---- LISTED RECORDS

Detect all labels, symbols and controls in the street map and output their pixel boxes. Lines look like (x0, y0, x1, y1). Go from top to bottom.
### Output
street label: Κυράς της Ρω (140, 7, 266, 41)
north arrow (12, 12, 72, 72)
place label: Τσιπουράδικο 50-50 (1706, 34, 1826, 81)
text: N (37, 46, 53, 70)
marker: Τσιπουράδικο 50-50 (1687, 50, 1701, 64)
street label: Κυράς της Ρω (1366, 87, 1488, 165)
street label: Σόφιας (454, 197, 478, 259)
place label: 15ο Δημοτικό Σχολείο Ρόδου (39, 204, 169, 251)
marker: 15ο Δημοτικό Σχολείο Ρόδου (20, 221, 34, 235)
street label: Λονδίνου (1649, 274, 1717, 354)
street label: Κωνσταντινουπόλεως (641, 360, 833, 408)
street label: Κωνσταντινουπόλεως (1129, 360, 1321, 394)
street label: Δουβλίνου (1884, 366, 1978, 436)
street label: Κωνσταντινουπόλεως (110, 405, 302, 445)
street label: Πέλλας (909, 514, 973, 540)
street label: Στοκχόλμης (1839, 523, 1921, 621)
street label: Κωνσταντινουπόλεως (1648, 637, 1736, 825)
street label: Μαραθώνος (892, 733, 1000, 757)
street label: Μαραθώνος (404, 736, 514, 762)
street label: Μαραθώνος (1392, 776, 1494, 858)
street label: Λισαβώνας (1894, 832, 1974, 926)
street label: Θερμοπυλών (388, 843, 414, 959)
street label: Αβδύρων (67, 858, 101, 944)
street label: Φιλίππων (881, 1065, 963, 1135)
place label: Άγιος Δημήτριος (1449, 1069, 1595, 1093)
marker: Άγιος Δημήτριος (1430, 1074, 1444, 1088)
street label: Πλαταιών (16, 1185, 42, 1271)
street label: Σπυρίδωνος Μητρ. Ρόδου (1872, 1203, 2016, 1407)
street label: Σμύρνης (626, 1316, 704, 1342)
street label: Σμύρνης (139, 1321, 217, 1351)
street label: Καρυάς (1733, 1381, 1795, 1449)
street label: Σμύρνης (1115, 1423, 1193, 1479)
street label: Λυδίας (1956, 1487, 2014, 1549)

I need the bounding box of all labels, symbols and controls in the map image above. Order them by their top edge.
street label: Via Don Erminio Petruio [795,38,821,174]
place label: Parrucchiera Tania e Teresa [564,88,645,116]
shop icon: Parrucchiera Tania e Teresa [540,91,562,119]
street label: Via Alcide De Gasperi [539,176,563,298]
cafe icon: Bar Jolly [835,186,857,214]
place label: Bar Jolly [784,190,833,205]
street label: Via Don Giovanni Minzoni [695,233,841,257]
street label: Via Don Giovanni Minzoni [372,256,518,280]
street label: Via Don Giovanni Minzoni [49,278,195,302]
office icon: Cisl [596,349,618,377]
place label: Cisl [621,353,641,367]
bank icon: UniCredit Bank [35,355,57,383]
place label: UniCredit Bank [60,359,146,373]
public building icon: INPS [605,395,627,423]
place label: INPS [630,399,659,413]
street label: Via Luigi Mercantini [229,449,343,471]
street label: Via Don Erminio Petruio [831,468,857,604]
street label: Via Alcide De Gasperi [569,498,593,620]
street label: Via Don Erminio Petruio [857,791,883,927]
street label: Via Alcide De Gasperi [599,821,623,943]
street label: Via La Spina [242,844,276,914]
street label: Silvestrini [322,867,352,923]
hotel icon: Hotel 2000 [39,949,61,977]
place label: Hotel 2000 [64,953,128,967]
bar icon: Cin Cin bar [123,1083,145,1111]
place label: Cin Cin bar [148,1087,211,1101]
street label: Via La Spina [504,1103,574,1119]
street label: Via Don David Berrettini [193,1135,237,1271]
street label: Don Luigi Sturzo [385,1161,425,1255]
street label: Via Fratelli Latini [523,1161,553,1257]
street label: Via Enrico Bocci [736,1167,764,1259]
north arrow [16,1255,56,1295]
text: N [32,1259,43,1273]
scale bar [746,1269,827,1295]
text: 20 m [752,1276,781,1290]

--------

- _EXERCISE_:
Only the lines that contain the string "text" should be copied from the entries above.

- _EXERCISE RESPONSE_:
text: N (37, 46, 53, 70)
text: N [32,1259,43,1273]
text: 20 m [752,1276,781,1290]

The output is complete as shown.